**PROBLEM TO SOLVE:** Look through the data below for the string "fabs", and copy every line where it turns up.

MATERIAL SUPPLIED Block Start

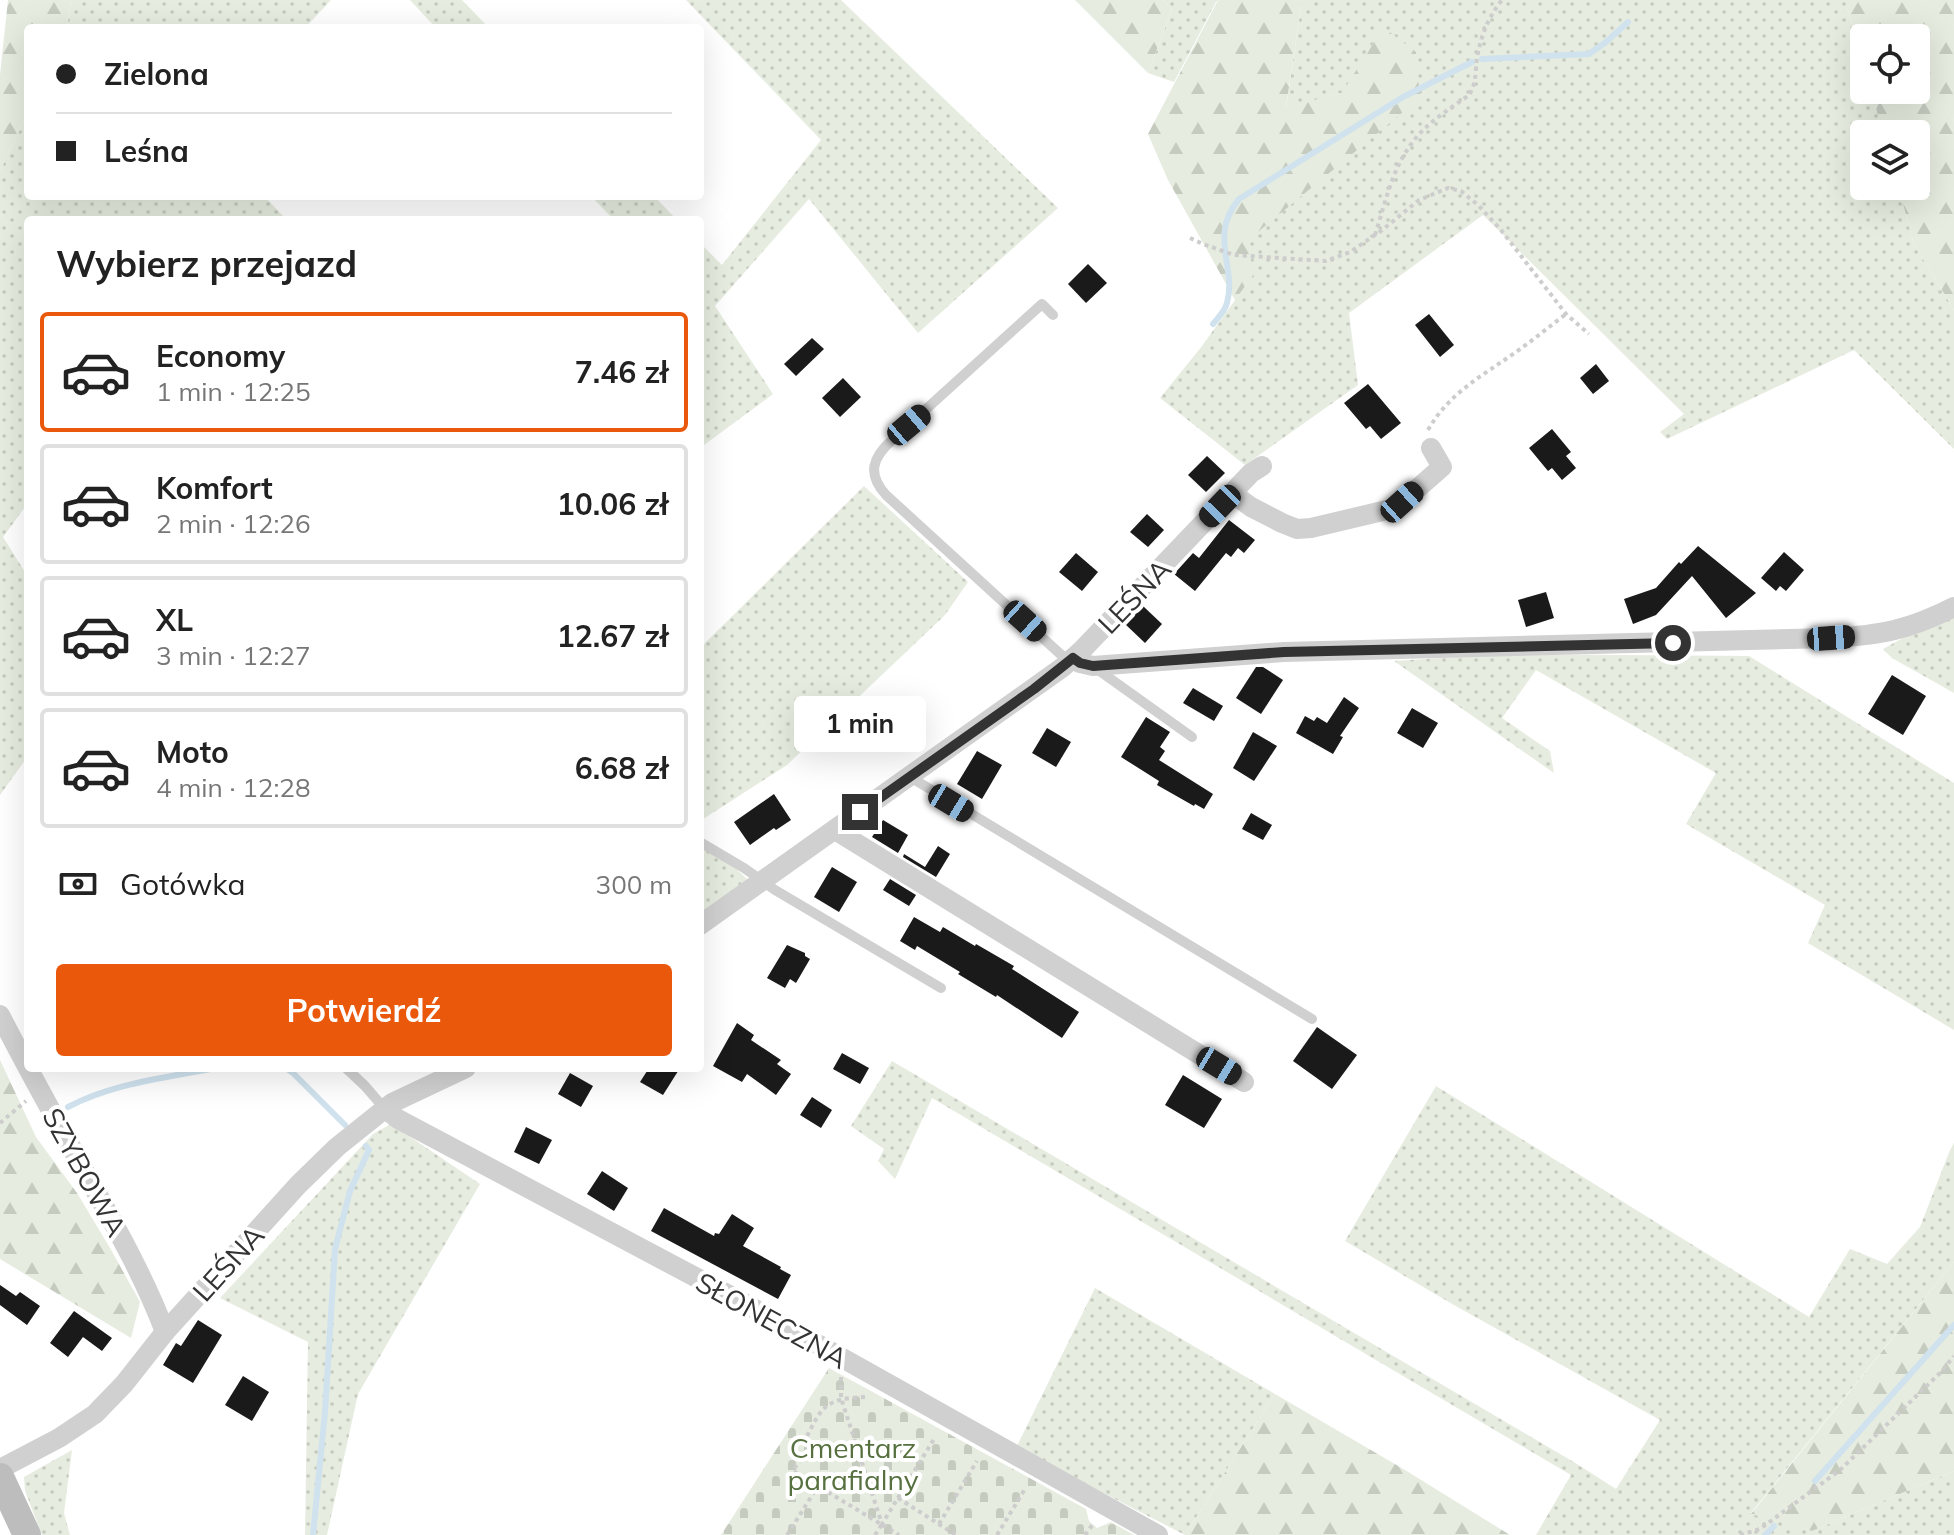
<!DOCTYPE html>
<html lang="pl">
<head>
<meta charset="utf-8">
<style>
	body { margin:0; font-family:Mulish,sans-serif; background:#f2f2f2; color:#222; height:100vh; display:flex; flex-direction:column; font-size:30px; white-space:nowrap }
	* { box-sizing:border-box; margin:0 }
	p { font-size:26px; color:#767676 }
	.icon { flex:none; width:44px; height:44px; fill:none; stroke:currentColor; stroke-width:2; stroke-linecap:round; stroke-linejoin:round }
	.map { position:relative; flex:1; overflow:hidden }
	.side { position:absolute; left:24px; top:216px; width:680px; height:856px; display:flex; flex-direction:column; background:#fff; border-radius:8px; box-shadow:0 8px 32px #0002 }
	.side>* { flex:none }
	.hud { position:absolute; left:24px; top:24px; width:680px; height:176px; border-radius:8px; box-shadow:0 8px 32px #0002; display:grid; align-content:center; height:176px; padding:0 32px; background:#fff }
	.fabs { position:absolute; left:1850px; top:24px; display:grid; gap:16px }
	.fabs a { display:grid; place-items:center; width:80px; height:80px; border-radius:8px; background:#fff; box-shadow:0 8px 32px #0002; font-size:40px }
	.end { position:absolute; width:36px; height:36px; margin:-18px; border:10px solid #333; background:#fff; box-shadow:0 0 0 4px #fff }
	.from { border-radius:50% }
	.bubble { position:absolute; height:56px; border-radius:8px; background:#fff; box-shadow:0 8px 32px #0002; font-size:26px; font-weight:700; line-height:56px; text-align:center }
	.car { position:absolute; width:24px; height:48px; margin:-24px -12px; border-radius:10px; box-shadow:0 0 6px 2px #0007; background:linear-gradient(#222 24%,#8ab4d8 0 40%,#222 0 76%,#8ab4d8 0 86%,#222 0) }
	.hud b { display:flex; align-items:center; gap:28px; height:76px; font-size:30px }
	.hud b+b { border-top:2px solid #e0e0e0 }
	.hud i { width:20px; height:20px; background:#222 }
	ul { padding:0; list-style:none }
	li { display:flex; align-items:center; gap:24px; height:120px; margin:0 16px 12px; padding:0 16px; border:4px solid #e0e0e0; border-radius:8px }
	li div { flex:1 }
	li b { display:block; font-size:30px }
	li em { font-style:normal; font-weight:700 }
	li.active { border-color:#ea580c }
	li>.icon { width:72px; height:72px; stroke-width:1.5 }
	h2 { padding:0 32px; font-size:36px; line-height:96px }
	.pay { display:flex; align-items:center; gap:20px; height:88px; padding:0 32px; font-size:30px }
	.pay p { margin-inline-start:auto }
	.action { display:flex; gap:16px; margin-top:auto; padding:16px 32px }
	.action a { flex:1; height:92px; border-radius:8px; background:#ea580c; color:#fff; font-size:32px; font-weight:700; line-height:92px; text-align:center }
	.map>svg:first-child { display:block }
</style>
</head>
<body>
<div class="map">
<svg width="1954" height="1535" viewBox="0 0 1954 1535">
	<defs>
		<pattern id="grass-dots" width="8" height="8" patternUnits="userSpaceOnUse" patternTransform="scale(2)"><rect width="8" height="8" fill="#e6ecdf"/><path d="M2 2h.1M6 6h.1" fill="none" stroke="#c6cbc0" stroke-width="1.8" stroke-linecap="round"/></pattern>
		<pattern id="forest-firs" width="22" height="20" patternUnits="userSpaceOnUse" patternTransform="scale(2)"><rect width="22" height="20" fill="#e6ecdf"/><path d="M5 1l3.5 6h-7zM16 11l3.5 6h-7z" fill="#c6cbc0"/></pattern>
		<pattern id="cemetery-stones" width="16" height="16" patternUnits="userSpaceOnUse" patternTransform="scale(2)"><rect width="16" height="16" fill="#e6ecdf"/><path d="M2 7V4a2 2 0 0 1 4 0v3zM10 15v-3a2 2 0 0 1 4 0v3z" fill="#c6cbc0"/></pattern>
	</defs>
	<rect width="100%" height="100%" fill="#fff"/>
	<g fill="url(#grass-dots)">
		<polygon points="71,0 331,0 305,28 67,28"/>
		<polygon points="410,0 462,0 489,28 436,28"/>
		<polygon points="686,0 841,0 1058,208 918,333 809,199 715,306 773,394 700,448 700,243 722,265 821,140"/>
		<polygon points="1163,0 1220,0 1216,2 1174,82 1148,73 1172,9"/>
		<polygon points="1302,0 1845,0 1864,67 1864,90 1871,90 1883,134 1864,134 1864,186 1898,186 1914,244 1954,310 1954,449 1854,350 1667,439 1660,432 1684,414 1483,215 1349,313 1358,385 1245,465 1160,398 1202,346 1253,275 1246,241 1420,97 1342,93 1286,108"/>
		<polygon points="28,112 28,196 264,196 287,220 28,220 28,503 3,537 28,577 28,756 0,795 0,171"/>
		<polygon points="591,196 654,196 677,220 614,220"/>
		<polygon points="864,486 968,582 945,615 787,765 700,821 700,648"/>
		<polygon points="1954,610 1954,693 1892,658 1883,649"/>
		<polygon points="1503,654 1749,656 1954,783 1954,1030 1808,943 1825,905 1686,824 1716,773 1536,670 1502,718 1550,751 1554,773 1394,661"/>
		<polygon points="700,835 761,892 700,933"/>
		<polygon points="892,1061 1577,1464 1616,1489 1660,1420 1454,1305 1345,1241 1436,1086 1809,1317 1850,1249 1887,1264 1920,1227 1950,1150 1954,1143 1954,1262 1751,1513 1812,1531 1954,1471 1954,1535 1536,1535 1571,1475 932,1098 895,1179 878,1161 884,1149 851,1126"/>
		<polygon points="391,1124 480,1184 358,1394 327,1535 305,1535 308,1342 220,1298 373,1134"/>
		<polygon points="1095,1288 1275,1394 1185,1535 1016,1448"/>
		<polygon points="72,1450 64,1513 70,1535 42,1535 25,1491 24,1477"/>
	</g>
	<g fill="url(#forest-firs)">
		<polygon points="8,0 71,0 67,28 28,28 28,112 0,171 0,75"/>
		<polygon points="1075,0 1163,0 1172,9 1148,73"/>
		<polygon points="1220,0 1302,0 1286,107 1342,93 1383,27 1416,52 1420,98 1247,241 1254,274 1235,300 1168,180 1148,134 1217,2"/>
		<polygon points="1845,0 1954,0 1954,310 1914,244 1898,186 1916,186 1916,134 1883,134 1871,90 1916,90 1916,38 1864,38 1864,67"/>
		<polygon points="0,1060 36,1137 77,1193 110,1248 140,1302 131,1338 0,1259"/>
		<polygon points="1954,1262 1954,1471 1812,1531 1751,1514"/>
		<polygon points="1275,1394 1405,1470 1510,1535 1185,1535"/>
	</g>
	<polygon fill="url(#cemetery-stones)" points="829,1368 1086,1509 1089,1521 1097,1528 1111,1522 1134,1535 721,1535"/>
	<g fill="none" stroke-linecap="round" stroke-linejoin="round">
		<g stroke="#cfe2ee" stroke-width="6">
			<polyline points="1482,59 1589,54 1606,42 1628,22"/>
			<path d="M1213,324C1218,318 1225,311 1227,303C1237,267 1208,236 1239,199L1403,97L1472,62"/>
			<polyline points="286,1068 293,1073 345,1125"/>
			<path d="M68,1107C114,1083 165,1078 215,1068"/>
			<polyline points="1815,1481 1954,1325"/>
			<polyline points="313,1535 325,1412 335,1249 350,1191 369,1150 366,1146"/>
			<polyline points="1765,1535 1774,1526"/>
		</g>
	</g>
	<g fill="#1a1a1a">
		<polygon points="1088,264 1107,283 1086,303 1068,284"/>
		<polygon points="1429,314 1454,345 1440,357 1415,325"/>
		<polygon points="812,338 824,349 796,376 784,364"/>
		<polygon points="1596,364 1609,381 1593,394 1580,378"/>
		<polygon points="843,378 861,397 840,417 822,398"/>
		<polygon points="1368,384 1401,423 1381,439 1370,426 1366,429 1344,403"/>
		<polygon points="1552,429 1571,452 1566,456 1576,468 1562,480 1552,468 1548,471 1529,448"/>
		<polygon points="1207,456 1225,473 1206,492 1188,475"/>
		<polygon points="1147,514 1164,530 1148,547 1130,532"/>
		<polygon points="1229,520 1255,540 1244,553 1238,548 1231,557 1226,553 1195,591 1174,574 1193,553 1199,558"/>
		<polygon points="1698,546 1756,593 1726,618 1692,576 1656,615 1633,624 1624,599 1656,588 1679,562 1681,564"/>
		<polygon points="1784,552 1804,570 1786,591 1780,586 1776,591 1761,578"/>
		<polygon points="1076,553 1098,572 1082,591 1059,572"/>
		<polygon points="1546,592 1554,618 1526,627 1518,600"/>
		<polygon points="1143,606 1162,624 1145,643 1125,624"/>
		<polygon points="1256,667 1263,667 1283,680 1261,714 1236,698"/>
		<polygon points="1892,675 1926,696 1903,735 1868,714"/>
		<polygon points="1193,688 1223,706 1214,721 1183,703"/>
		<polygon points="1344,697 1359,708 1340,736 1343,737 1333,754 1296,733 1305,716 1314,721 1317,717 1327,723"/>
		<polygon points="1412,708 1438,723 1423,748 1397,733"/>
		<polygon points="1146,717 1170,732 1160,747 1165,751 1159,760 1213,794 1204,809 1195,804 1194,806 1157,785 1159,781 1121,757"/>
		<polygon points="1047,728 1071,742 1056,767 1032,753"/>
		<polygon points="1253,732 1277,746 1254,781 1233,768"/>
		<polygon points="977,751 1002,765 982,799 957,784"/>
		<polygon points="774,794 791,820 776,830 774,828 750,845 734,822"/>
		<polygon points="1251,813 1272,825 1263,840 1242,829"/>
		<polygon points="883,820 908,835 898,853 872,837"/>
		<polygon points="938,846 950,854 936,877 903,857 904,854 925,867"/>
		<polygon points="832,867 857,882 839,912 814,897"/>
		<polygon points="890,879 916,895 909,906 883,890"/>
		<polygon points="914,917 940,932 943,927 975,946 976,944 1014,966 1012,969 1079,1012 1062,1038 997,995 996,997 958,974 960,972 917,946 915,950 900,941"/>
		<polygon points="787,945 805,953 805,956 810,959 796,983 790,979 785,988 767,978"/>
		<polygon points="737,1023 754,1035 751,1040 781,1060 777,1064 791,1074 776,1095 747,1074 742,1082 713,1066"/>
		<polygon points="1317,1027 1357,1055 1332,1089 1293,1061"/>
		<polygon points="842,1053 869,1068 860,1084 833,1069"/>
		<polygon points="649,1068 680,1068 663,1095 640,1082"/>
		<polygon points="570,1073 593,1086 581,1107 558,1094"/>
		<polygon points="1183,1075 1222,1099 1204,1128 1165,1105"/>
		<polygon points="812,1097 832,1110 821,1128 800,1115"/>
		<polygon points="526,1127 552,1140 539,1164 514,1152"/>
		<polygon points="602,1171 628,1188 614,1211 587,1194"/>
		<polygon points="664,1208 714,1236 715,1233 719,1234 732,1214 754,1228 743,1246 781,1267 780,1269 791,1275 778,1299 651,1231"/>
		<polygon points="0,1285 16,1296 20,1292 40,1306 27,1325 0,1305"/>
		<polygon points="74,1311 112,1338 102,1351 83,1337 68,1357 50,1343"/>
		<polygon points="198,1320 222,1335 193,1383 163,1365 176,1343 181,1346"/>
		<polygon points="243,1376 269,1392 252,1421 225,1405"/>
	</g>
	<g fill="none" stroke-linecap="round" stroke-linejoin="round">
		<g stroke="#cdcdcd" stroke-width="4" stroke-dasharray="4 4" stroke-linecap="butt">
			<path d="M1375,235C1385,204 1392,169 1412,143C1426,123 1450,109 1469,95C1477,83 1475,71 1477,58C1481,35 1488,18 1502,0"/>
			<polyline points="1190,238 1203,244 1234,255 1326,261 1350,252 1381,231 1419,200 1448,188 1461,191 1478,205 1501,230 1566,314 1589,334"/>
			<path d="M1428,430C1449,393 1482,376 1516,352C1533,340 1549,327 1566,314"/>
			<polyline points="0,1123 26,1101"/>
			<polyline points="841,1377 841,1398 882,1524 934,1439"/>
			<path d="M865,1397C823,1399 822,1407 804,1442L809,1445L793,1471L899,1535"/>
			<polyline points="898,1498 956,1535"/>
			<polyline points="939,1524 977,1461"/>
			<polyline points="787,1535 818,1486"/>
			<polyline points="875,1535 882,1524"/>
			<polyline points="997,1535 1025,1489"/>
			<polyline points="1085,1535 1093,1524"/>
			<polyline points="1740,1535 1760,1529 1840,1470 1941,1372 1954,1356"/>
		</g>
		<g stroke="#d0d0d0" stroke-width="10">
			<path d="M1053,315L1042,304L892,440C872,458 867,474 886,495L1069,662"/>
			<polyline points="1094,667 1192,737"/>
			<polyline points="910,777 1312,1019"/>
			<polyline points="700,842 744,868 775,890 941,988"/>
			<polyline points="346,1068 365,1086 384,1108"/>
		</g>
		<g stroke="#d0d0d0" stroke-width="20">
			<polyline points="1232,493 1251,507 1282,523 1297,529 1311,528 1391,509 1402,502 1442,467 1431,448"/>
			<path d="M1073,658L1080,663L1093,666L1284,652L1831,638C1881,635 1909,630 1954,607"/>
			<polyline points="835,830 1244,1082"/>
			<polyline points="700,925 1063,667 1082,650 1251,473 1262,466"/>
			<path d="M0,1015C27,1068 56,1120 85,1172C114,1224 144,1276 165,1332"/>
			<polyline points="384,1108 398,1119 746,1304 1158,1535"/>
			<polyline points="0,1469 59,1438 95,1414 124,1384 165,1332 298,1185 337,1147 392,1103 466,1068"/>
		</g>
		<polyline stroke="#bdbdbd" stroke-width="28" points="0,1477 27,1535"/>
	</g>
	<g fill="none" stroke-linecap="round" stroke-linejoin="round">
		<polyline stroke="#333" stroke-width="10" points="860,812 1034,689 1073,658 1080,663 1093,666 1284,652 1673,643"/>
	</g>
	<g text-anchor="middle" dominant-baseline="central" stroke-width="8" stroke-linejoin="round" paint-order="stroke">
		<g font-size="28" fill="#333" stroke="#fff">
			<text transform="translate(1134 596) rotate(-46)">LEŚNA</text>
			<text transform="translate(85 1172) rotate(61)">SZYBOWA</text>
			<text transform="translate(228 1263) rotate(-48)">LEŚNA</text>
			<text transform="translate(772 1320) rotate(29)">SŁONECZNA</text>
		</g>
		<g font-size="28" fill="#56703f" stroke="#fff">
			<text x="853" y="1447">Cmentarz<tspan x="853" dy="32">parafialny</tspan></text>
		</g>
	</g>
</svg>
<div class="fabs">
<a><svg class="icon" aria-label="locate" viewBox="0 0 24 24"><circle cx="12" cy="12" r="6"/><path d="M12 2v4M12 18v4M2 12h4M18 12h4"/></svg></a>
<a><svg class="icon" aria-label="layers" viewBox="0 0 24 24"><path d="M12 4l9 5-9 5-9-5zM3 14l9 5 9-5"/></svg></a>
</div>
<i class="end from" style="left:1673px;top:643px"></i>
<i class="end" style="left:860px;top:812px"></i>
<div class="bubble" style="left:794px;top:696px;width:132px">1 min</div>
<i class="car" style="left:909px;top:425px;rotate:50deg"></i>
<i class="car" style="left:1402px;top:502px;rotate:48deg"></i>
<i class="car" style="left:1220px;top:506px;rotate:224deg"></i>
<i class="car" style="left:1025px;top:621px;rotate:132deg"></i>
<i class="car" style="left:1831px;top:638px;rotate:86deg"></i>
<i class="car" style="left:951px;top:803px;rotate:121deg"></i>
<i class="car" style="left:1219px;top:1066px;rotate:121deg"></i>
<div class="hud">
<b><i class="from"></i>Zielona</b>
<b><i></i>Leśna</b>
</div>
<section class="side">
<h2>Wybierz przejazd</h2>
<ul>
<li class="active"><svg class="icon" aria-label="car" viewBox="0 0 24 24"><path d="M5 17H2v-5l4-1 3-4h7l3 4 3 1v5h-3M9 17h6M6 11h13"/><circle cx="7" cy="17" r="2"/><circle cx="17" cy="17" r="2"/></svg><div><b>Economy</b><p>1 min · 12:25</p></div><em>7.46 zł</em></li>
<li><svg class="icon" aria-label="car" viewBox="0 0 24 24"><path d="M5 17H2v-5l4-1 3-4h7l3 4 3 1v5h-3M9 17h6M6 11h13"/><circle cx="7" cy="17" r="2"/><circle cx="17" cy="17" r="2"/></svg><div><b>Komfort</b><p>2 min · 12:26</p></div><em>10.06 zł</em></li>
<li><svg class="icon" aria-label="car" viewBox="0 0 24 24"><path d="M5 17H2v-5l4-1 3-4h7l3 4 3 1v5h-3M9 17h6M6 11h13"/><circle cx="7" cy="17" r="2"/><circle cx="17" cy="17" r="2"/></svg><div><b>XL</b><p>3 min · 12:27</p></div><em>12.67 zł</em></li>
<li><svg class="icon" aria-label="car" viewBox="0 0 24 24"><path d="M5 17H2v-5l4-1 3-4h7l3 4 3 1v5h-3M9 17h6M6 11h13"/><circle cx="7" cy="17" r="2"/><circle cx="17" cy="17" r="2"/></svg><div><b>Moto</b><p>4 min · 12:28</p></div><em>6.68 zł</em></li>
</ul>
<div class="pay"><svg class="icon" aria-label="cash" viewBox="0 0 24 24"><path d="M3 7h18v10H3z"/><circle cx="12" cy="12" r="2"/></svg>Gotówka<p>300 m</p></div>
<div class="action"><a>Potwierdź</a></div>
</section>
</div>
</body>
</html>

MATERIAL SUPPLIED Block End

**SOLUTION TO THIS EXERCISE:**
	.fabs { position:absolute; left:1850px; top:24px; display:grid; gap:16px }
	.fabs a { display:grid; place-items:center; width:80px; height:80px; border-radius:8px; background:#fff; box-shadow:0 8px 32px #0002; font-size:40px }
<div class="fabs">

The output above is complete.